AIM OF THE EXERCISE
Work through the entries that follow and state how many lines contain the word "Charles". Only the number is wanted.

RECORDS TO USE
# # # #

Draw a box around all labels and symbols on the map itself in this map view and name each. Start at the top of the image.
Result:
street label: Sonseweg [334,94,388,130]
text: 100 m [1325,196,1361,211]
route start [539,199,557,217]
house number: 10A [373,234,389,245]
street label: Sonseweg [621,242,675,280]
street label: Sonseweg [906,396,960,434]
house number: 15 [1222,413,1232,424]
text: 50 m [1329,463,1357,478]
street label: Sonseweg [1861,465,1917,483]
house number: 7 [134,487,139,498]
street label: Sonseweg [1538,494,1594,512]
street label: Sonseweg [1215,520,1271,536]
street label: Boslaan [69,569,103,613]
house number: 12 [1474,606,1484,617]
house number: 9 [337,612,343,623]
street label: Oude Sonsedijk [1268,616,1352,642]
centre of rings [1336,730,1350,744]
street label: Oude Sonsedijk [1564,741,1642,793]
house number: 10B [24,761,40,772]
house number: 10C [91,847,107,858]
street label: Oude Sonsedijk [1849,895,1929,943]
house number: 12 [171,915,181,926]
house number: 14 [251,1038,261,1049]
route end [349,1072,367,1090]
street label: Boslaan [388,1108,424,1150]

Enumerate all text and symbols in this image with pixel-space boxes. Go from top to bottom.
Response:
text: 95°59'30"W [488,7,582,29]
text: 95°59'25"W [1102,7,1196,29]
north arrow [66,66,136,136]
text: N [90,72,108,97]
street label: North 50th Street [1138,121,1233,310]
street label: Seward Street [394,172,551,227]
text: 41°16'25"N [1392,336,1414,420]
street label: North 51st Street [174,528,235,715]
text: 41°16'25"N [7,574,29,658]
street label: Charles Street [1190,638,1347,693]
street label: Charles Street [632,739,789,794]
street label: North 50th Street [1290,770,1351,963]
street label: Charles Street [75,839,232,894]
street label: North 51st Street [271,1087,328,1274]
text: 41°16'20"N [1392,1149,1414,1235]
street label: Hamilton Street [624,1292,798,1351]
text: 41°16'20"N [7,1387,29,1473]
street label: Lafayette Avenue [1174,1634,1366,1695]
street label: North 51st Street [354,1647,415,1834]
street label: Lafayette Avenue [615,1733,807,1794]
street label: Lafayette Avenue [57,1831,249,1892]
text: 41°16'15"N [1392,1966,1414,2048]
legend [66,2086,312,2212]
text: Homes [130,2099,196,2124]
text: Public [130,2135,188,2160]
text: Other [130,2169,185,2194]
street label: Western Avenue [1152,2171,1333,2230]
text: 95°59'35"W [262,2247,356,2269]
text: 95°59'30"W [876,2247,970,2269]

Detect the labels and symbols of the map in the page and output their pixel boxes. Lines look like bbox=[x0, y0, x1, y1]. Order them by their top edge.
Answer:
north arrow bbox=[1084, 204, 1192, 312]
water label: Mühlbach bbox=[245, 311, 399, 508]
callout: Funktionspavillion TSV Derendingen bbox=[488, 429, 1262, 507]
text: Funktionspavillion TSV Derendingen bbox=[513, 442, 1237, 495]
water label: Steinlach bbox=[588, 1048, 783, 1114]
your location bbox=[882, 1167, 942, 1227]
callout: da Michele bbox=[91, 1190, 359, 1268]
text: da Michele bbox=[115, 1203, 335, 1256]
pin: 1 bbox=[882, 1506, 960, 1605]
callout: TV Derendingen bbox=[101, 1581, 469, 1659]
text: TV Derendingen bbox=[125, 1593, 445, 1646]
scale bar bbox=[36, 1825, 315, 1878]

# # # #

SOLUTION TO THE EXERCISE
3